(INSTRUCTIONS FOR THE TASK) Look through the listing below for the string "content". Show each line where it occurs.

(DATASET EXTRACT)
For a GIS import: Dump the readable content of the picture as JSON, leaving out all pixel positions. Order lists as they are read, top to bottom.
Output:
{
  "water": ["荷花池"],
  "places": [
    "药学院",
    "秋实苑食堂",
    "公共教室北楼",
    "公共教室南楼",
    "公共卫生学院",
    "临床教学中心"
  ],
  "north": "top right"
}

* * *

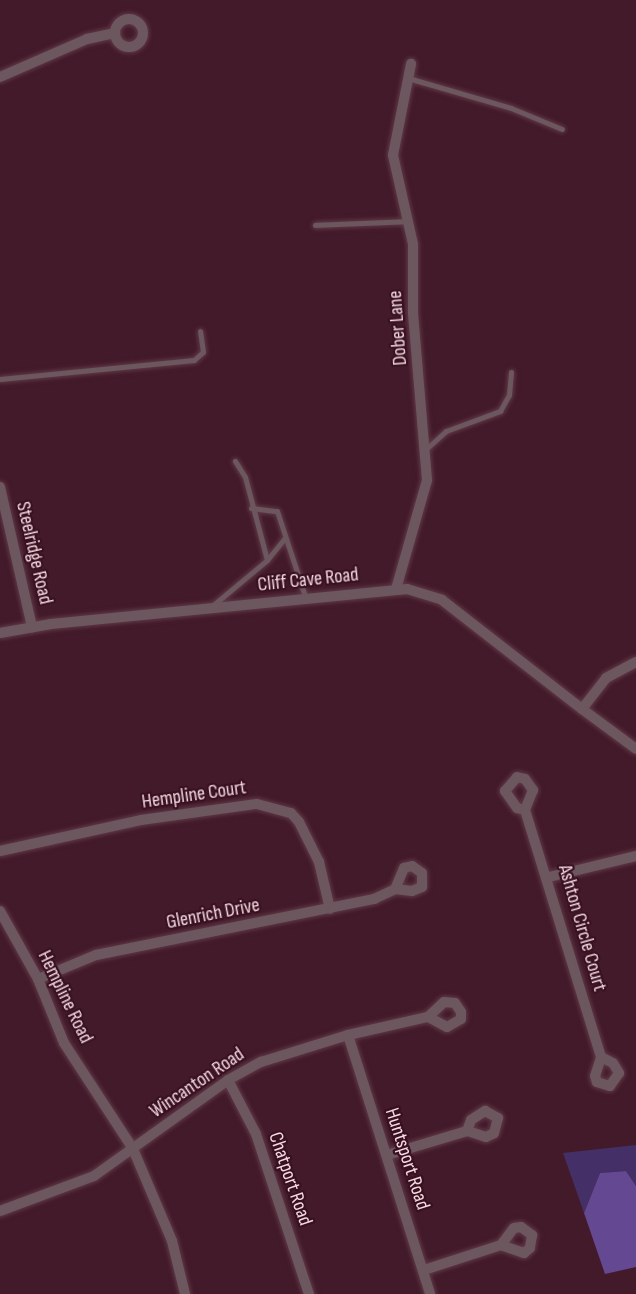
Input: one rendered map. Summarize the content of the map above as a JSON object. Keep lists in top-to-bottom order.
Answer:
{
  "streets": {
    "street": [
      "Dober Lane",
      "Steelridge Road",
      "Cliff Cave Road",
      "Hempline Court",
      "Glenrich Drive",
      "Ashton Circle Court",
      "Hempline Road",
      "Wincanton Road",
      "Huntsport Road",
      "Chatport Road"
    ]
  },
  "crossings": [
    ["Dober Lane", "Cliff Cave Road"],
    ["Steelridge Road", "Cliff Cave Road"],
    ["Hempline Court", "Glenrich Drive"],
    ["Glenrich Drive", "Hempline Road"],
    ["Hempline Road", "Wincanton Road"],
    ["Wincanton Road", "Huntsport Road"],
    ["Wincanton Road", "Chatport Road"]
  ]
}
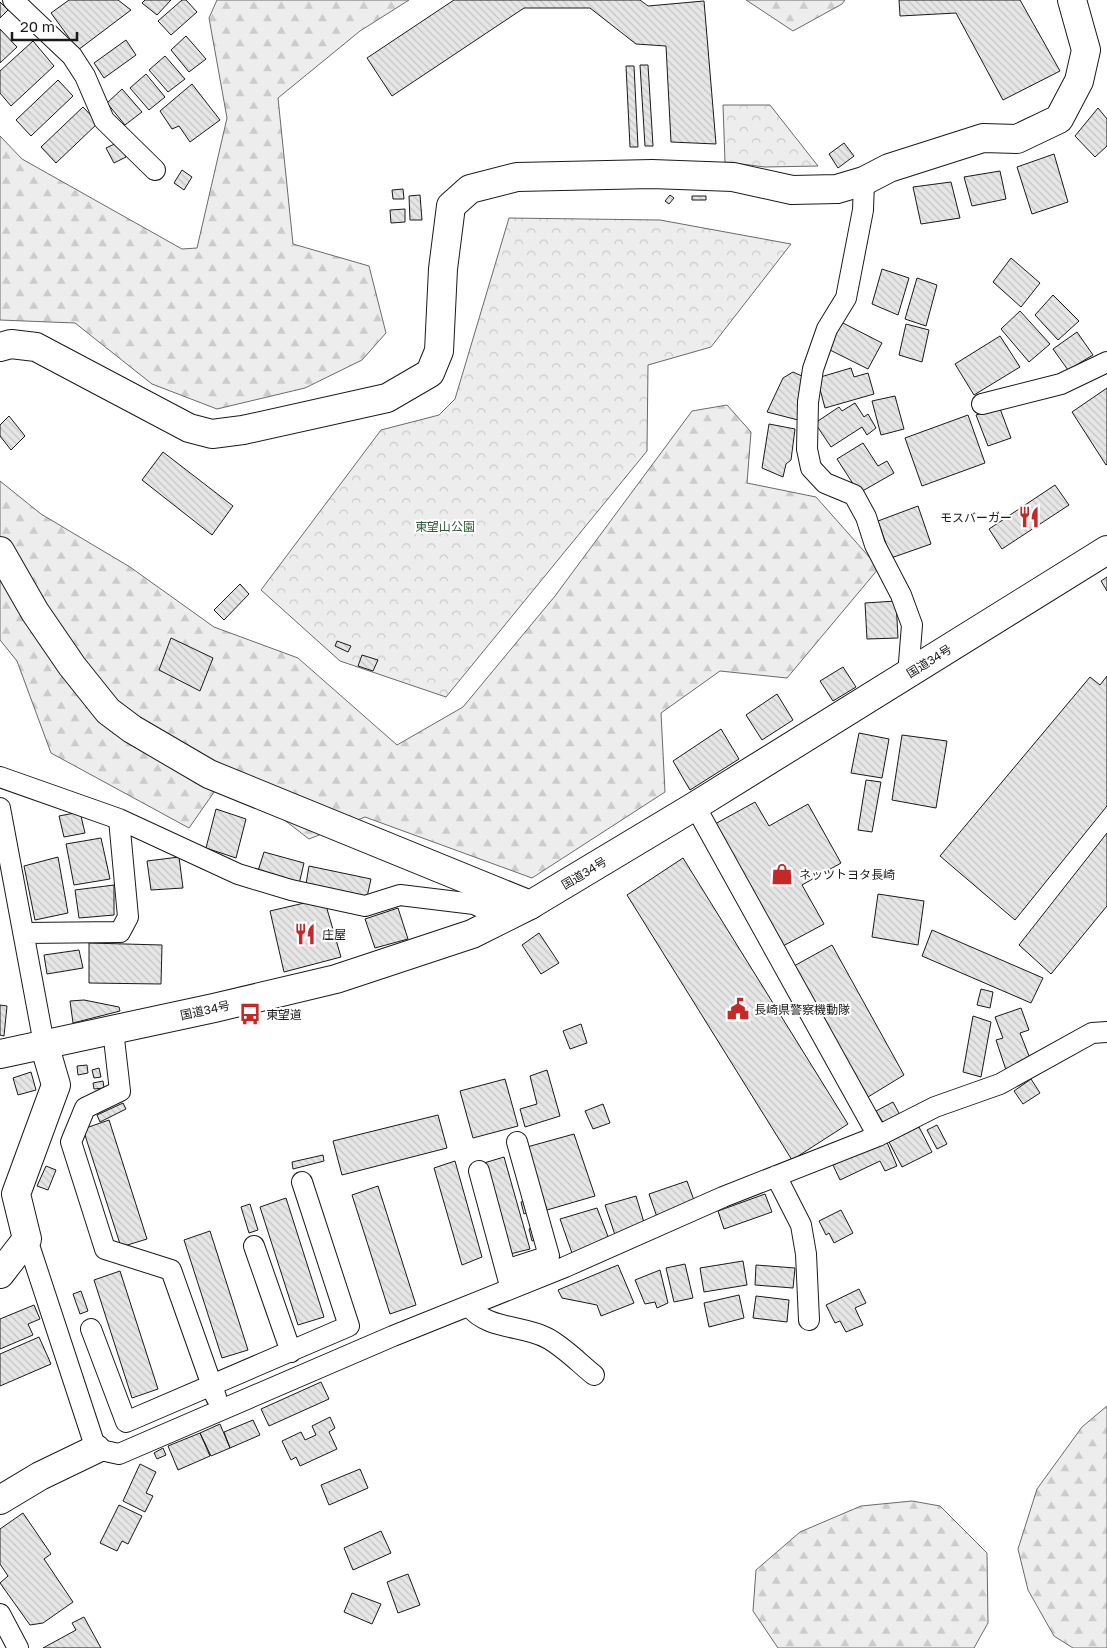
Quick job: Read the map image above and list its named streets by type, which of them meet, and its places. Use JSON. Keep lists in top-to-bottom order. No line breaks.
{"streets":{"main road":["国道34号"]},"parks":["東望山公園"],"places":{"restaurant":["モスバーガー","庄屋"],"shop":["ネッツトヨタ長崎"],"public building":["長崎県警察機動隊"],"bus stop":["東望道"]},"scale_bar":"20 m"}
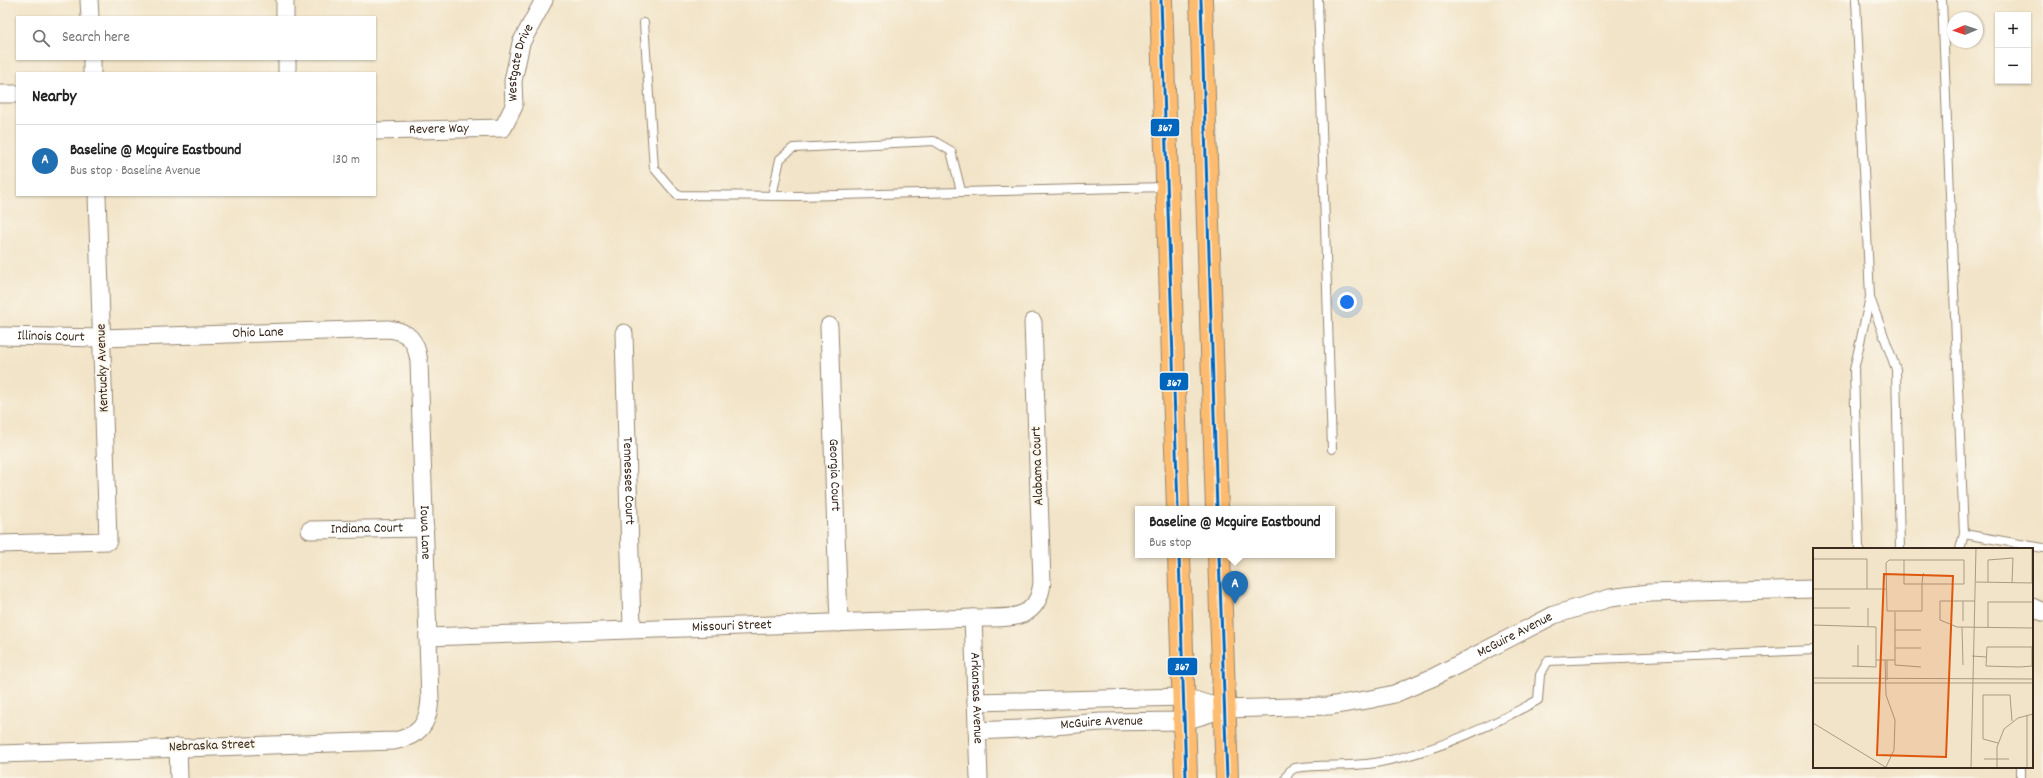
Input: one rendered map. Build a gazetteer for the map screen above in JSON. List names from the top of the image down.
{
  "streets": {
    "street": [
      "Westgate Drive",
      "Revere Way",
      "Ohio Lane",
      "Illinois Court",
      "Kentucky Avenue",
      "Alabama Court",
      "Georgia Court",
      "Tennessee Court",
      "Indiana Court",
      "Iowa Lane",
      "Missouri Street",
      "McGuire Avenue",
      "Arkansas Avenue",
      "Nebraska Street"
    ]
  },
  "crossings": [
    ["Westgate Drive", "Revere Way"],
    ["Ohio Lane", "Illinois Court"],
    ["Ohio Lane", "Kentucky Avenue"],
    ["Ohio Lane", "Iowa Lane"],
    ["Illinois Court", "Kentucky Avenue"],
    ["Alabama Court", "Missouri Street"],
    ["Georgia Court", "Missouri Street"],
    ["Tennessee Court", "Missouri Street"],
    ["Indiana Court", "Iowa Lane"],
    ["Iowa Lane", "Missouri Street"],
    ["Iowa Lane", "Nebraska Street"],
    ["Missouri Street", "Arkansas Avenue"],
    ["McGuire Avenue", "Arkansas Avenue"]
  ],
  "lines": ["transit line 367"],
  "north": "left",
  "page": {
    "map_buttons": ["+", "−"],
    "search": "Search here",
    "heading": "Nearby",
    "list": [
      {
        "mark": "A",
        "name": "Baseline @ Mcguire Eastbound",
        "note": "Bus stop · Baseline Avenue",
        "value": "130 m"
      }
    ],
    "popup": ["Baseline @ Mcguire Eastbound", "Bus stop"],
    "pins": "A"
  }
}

(RESPONSE BELOW)
For a GIS import: Dump the readable content of the picture as JSON, leaving out all pixel positions. Order lists as they are read, top to bottom.
Input: one rendered map. Summarize the content of the map above as a JSON object. Keep lists in top-to-bottom order.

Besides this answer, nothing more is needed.